The purchase displaced hundreds of Ivey’s workers, some who retired, others who went to work for competitors like Belk. The uptown Ivey’s Tryon Street building is now filled with luxury townhomes.
When Macy’s takes over
When Macy’s, then called Federated Department Stores, took over the Chicago department store Marshall Field’s in 2005, it started slashing jobs at Marshall Field’s corporate headquarters and the rest of the U.S. as well as gradually changing Marshall Field’s stores into Macy’s.
By fall 2006, Federated had re-bannered all Marshall Field’s stores, angering loyalists, including some who protested in front of the landmark Marshall Field’s on State Street in Chicago. A few frustrated shareholders even condemned Macy’s CEO Terry Lundgren at a meeting in 2008 for his decision to end the Marshall Field’s chain.
Some analysts have compared Belk’s customer loyalty to that of Marshall Field’s.

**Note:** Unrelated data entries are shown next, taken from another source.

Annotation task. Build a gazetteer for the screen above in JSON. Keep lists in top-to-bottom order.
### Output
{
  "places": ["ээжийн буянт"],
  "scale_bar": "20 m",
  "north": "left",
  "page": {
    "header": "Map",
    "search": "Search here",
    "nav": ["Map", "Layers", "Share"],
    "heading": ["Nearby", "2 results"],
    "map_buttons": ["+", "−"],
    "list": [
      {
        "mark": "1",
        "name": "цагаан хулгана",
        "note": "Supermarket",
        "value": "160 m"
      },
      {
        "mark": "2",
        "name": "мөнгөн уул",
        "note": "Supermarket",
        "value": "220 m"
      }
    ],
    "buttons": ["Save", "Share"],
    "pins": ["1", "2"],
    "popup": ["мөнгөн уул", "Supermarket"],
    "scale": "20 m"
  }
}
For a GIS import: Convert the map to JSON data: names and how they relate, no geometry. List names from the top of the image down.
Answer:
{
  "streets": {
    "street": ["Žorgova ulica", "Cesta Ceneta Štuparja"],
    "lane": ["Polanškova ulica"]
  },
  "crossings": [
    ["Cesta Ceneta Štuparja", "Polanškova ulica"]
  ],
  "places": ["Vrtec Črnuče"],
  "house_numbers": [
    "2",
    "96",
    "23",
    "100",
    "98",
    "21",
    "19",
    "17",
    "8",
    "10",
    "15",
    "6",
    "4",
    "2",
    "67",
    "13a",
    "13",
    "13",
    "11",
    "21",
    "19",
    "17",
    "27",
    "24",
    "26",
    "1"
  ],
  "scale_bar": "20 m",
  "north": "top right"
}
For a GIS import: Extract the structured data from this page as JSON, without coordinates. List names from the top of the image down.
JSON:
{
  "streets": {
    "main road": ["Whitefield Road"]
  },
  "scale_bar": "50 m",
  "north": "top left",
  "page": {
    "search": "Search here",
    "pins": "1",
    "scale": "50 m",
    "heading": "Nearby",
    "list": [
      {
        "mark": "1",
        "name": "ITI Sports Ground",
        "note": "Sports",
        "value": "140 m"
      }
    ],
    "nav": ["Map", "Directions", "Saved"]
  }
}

Macy’s takeovers don’t always go that way. The company, still called Federated Department Stores, bought the Bon Marché chain in Seattle in the early 1990s, and in 2003 started transitioning the names of stores, first renaming them Bon-Macy’s.
“You don’t want to shock your customer. you want to bring them along in the transition in a pace they feel comfortable with,” retail historian Robert Spector said.